Closed GoogleCodeExporter closed 9 years ago
which file?
plz. can you provide a URL such as this one?
http://code.google.com/p/node-xmpp-bosh/source/browse/trunk/src/session.js?spec=
svn472&r=472#29
Original comment by dhruvb...@gmail.com
on 6 Dec 2011 at 1:11
oh sorry.. I didn't say which file it was. :).. line no 711 in session.js.
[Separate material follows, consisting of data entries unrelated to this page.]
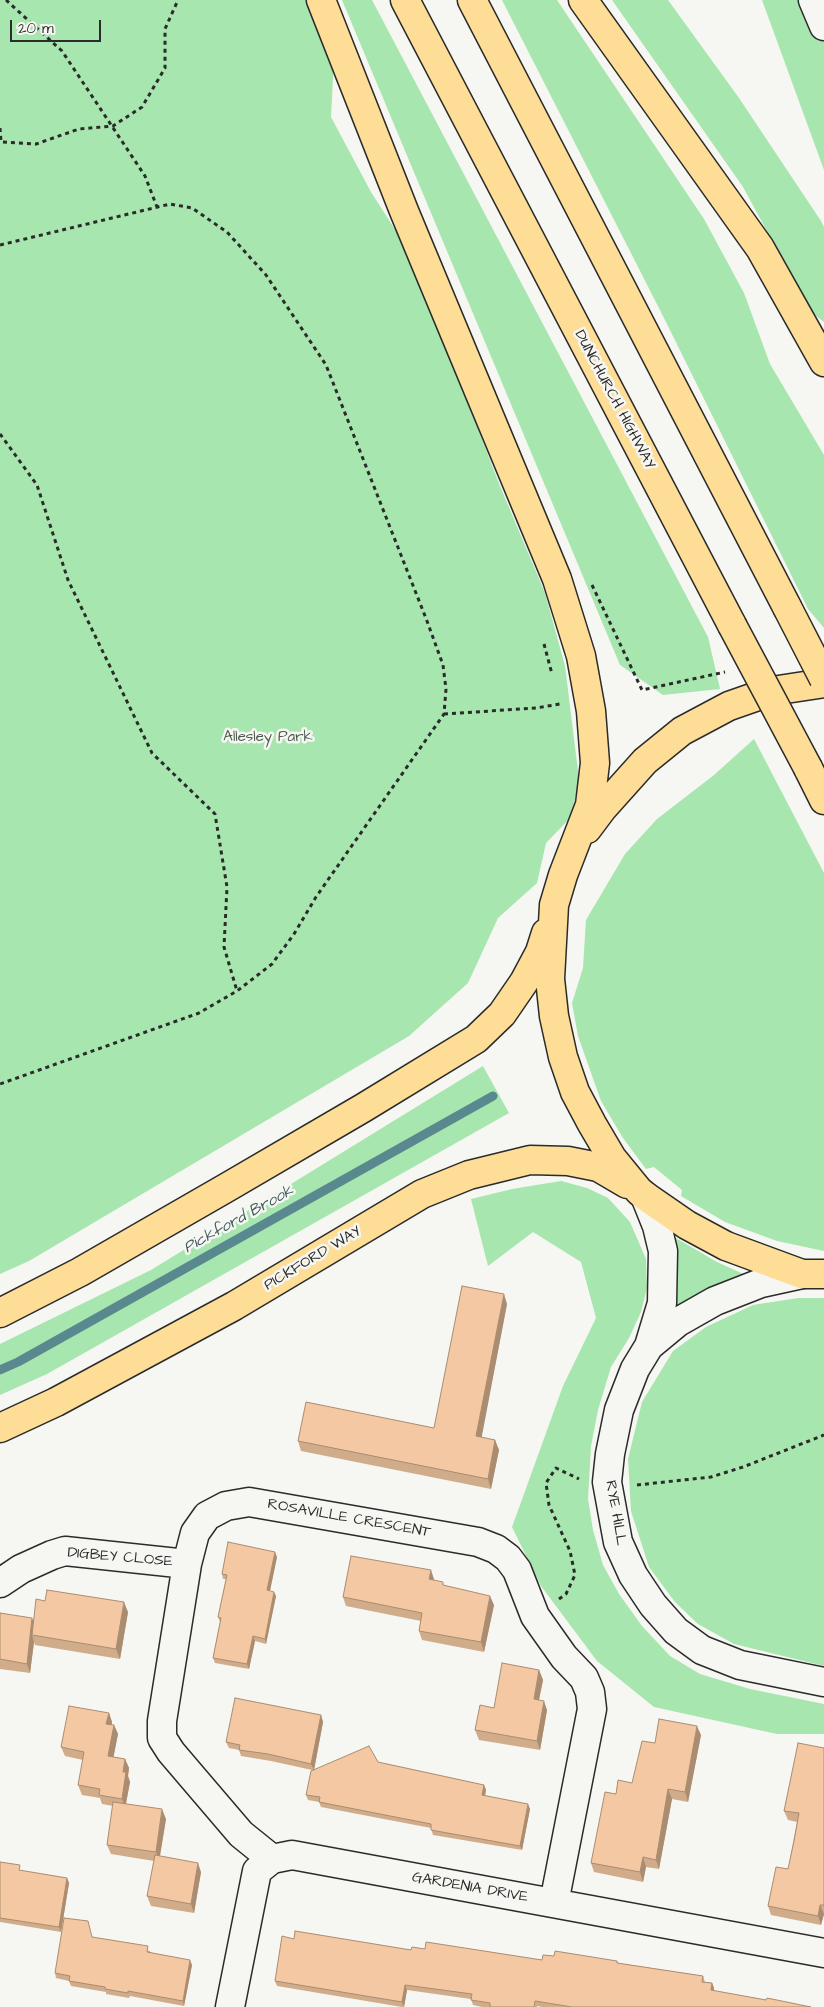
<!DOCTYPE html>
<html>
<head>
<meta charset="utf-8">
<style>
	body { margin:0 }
	#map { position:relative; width:824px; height:2007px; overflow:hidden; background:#f6f6f2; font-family:"Architects Daughter",sans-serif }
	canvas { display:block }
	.scale { position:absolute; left:10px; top:20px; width:91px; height:22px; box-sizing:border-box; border:2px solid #2b2b2b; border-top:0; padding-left:6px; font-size:15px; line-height:18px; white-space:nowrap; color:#2b2b2b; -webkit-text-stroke:4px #f6f6f2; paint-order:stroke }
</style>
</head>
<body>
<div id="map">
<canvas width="824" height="2007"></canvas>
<div class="scale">20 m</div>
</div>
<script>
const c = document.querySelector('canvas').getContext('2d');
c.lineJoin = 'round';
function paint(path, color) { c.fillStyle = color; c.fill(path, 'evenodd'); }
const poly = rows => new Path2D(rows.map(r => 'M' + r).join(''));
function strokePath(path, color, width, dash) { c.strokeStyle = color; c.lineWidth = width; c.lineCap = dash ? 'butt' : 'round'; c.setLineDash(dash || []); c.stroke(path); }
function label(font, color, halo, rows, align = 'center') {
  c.font = font + ' "Architects Daughter",sans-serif'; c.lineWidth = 5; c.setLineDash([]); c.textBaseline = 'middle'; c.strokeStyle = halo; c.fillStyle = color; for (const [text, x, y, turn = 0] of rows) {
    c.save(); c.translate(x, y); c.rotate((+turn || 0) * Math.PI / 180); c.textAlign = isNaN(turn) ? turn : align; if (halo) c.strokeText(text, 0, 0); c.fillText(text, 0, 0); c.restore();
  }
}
const green = poly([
	[0,0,306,0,334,58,331,117,371,192,410,253,500,486,545,593,565,666,579,779,571,817,546,843,537,883,498,918,468,983,409,1036,29,1261,0,1274],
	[342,0,372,0,708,637,720,689,663,695,620,665],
	[502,0,557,0,704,219,744,293,770,364,824,455,824,628,808,609,663,316],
	[612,0,668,0,739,98,821,221,824,227,824,322,811,312,743,187],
	[762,0,824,0,824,170],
	[754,739,824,873,824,1251,777,1241,725,1222,681,1196,682,1190,654,1167,646,1169,623,1138,601,1101,578,1036,572,1003,583,968,586,920,625,854,657,819,714,775],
	[483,1066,509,1113,47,1374,0,1395,0,1344,151,1270],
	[561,1181,587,1188,608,1198,630,1222,646,1259,647,1288,641,1312,629,1338,611,1367,598,1410,591,1446,588,1499,593,1530,603,1565,619,1594,642,1626,670,1656,700,1674,750,1689,824,1704,824,1734,777,1734,654,1707,597,1661,541,1586,512,1527,563,1386,596,1318,581,1262,533,1232,488,1266,471,1199,512,1189],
	[674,1237,717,1262,750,1277,684,1310,674,1304,677,1282,677,1260],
	[798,1298,824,1298,824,1666,734,1644,698,1624,675,1602,649,1567,631,1511,628,1459,642,1402,673,1351,706,1327,753,1305]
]);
const stream = poly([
	[0,1370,18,1362,493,1096]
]);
const path = poly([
	[6,0,62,51,145,176,157,207],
	[0,128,1,142,36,144,79,129,113,126,142,107,165,68,165,29,178,0],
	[0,245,170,204,192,208,227,232,266,275,326,365,427,621,443,665,446,689,444,714,316,897,294,934,272,964,237,991,199,1013,0,1084],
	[0,434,37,485,68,580,152,753,215,814,227,887,224,947,237,991],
	[592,585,642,690,725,672],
	[544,644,552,674],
	[444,714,536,708,560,704],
	[637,1485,711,1477,743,1467,824,1435],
	[559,1599,566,1594,575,1575,570,1551,549,1505,546,1483,556,1468,579,1479]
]);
const street = poly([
	[813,0,824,26],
	[0,1583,21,1569,52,1555,65,1551,187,1564],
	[272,1859,241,1834,171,1752,162,1738,162,1721,187,1564,195,1533,207,1516,226,1506,249,1502,478,1542,496,1549,508,1558,517,1570,535,1616,564,1657,584,1678,590,1692,592,1709,554,1903],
	[230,2007,257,1871,272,1859,292,1855,824,1953]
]);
const secondary = poly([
	[645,1196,657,1226,663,1251,662,1303,649,1346,635,1369,619,1410,610,1454,607,1482,618,1542,633,1575,653,1605,676,1631,702,1650,740,1665,824,1682],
	[649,1346,678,1322,715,1301,761,1283,802,1274]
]);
const highway = poly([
	[321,0,404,211,557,579,581,656,591,711,595,763,590,805,563,875,554,905,550,979,554,1016,563,1057,575,1092,592,1124,612,1158,639,1191,645,1196,687,1225,726,1246,802,1274,824,1274],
	[405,0,732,625],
	[472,0,787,607],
	[583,0,760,248,824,362],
	[808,768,824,800],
	[587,829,602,809,645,761,682,731,729,706,772,691,824,683],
	[0,1313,80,1272,226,1188,363,1108,476,1039,502,1014,524,982,540,952,546,933],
	[0,1428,56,1402,234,1306,422,1194,469,1175,530,1160,568,1161,598,1167,627,1184]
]);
const highwayBridge = poly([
	[787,607,824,679],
	[732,625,808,768]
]);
const wall = poly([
	[507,1304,481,1437,495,1440,499,1450,491,1489,301,1451,298,1441,434,1428],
	[277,1557,270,1591,276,1596,266,1644,255,1641,249,1669,215,1663,213,1658,220,1622,218,1617,226,1579,223,1579,222,1574],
	[434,1579,434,1580,445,1586,494,1605,484,1652,422,1640,419,1631,421,1621,346,1606,343,1597],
	[45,1601,128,1612,120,1659,35,1645,34,1642,30,1673,0,1669,0,1613,33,1621],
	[539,1670,543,1680,539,1700,547,1710,540,1750,479,1740,475,1730,494,1708],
	[109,1713,112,1722,112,1725,114,1725,118,1734,113,1757,125,1759,129,1768,128,1776,130,1782,126,1804,166,1819,160,1856,201,1872,194,1913,151,1906,147,1896,154,1861,111,1854,107,1845,113,1806,102,1804,100,1798,82,1795,78,1785,83,1760,65,1756,61,1747],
	[321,1715,323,1722,314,1770,378,1762,484,1785,486,1790,485,1796,530,1809,522,1850,433,1835,431,1828,321,1807,319,1802,308,1800,306,1795,312,1770,271,1761,241,1756,239,1750,229,1748,226,1742],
	[701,1735,688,1802,672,1799,659,1869,646,1867,643,1882,594,1872,591,1863,616,1794,632,1783,655,1743],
	[824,1748,824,1914,821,1925,771,1915,768,1906,788,1869,797,1822,788,1820,784,1811],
	[0,1862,22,1871,67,1878,69,1883,61,1932,0,1922],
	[93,1937,150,1951,150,1952,192,1965,184,2006,130,1996,129,1998,106,1994,106,1992,71,1986,69,1981,56,1978,55,1973],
	[294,1939,411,1950,425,1949,542,1960,554,1956,617,1961,618,1963,703,1976,705,1982,712,1983,714,1988,714,1991,766,2000,811,2007,542,2007,537,2006,537,2007,482,2007,473,2005,471,1999,407,1990,404,2007,402,2007,277,1986,275,1981]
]);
const shadedWall = poly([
	[504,1294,507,1304,480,1446,476,1436],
	[495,1440,499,1450,491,1489,488,1479],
	[275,1552,277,1557,269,1595,267,1590],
	[431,1570,434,1579,432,1588,429,1579],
	[274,1592,276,1596,266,1644,265,1639],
	[490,1596,494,1605,484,1652,481,1642],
	[124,1602,128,1612,120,1659,116,1649],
	[32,1618,36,1628,32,1635,34,1642,30,1673,27,1664],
	[253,1636,255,1641,249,1669,247,1664],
	[539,1670,543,1680,537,1709,534,1699],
	[544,1701,547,1710,540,1750,537,1741],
	[109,1713,112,1722,109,1733,106,1724],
	[321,1715,323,1722,314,1770,311,1764],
	[114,1725,118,1734,112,1765,108,1756],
	[697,1726,701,1735,688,1802,685,1792],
	[125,1759,129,1768,128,1776,130,1782,125,1808,122,1799,123,1772],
	[484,1785,486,1790,484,1800,482,1795],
	[668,1789,672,1799,659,1869,656,1860],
	[528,1804,530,1809,522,1850,520,1846],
	[162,1809,166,1819,159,1861,156,1852],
	[643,1857,646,1867,643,1882,640,1872],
	[198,1863,201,1872,194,1913,191,1904],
	[67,1878,69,1883,61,1932,59,1927],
	[820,1905,824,1914,821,1925,818,1916],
	[190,1960,192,1965,184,2006,183,2001],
	[712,1983,714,1988,713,1995,711,1990],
	[405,1985,407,1990,404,2007,402,2002]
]);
const building = poly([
	[462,1286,504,1294,476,1436,495,1440,488,1479,298,1441,306,1402,434,1428,462,1286],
	[228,1542,275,1552,267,1590,274,1592,265,1639,253,1636,247,1664,213,1658,221,1618,218,1617,227,1575,222,1574,228,1542],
	[351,1556,431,1570,429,1579,443,1582,443,1585,490,1596,481,1642,419,1631,422,1613,343,1597,351,1556],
	[47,1590,124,1602,116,1649,32,1635,36,1599,45,1601,47,1590],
	[0,1613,32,1618,27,1664,0,1659,0,1613],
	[502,1663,539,1670,534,1699,544,1701,537,1741,475,1730,480,1705,494,1708,502,1663],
	[235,1698,321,1715,311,1764,268,1754,239,1750,240,1745,226,1742,235,1698],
	[69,1706,109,1713,106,1724,114,1725,108,1756,125,1759,123,1772,126,1772,122,1799,99,1795,100,1789,78,1785,84,1752,61,1747,69,1706],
	[659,1719,697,1726,685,1792,668,1789,656,1860,643,1857,640,1872,591,1863,605,1792,616,1794,618,1780,632,1783,642,1741,655,1743,659,1719],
	[798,1743,824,1748,824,1905,820,1905,818,1916,768,1906,776,1867,788,1869,794,1841,799,1813,784,1811,798,1743],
	[369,1746,378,1762,484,1785,482,1795,528,1804,520,1846,431,1830,431,1824,319,1802,320,1797,306,1795,311,1771,369,1746],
	[113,1802,162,1809,156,1852,107,1845,113,1802],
	[155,1855,198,1863,191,1904,147,1896,155,1855],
	[0,1862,20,1865,19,1870,67,1878,59,1927,0,1918,0,1862],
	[64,1918,88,1921,92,1937,148,1946,147,1952,190,1960,183,2001,128,1991,128,1993,105,1989,105,1987,69,1981,70,1976,55,1973,64,1918],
	[295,1931,411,1950,412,1947,425,1949,426,1942,542,1960,543,1955,554,1956,555,1951,617,1961,617,1963,703,1976,702,1982,712,1983,711,1990,766,2000,767,1998,811,2007,572,2007,535,2001,534,2007,490,2007,490,2003,471,2000,472,1994,405,1985,402,2002,275,1981,282,1936,294,1939,295,1931]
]);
const streetNames = [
	["DUNCHURCH HIGHWAY",614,400,62],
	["PICKFORD WAY",313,1259,-31],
	["RYE HILL",615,1513,80],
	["ROSAVILLE CRESCENT",349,1519,10],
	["DIGBEY CLOSE",120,1558,5],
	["GARDENIA DRIVE",470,1888,10]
];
const parkNames = [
	["Allesley Park",268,738]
];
const waterNames = [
	["Pickford Brook",239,1220,-29]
];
paint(green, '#a7e6ae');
strokePath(stream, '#59898f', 9);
strokePath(street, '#2b2b2b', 31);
strokePath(secondary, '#2b2b2b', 31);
strokePath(highway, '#2b2b2b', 31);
strokePath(path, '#2b2b2b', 3, [4, 4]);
strokePath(street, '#f6f6f2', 28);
strokePath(secondary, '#f6f6f2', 28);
strokePath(highway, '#fedd96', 28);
strokePath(highwayBridge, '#2b2b2b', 31, []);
strokePath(highwayBridge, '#fedd96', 28);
paint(wall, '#d1ac8b');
paint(shadedWall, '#aa8c71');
paint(building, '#f3c8a2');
strokePath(building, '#aa8c71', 1);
label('15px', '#2b2b2b', '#f6f6f2', streetNames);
label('15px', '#4a5a4c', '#f6f6f2', parkNames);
label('italic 16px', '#425a5d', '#f6f6f2', waterNames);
</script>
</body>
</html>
http://code.google.com/p/node-xmpp-bosh/source/browse/trunk/src/session.js?spec=
svn474&r=474#711
Original comment by satyamsh...@gmail.com
on 6 Dec 2011 at 2:29
IIRC, this is done so that failed responses can be replayed, since the client
has no way of knowing which request lead to this response. Besides, the proxy
should replay any response it has got from the server but failed to deliver to
the client.
If we don't do this, then the client will have to explicitly request for the
missing RID once it has realized that it's not forthcoming, and it would incur
an extra wait+RTT delay. Does that make sense?
Original comment by dhruvb...@gmail.com
on 6 Dec 2011 at 5:29
Wouldn't the client anyways have to re-request that RID, and process responses
in that order?
Original comment by satyamsh...@gmail.com
on 7 Dec 2011 at 6:57
More often than not, this is what would happen (could be wrong).
1. Client sends request with RID=10
2. Client sends request with RID=11
3. Server sends response to RID=10 and RID=11 (on separate responses for
whatever reason), but 10 fails due to some reason.
4. Client sends request with RID=12 (since the user wants to send a message)
5. Server re-sends the response of RID=10 on RID=12
This is out of order, but it doesn't cause a problem since the client will
anyway reorder the responses before showing them to the user (or processing
them in any way).
OTOH, if the server didn't do this, the client would have to explicitly
re-request RID=10, incurring an extra round-trip overhead.
Original comment by dhruvb...@gmail.com
on 7 Dec 2011 at 11:55
I dont think the spec says that you can send a response for RID 10 on
request for RID 12. -- meaning the client might not rely on the RID sent
from the server.
Original comment by satyamsh...@gmail.com
on 7 Dec 2011 at 12:22
My bad, I didn't recall what the behaviour would be. This is the scenario:
1. Client sends request with RID=10
2. Client sends request with RID=11
3. Server sends response to RID=10 and RID=11 (on separate responses for
whatever reason), but 10 fails. We assume that 11 also fails (this is an
incorrect assumption, but works most of the time in practice). Alternatively,
since hold is almost always 1, there is no held request on which 11 can be
sent, so we are good.
4. Client sends request with RID=12 (since the user wants to send a message)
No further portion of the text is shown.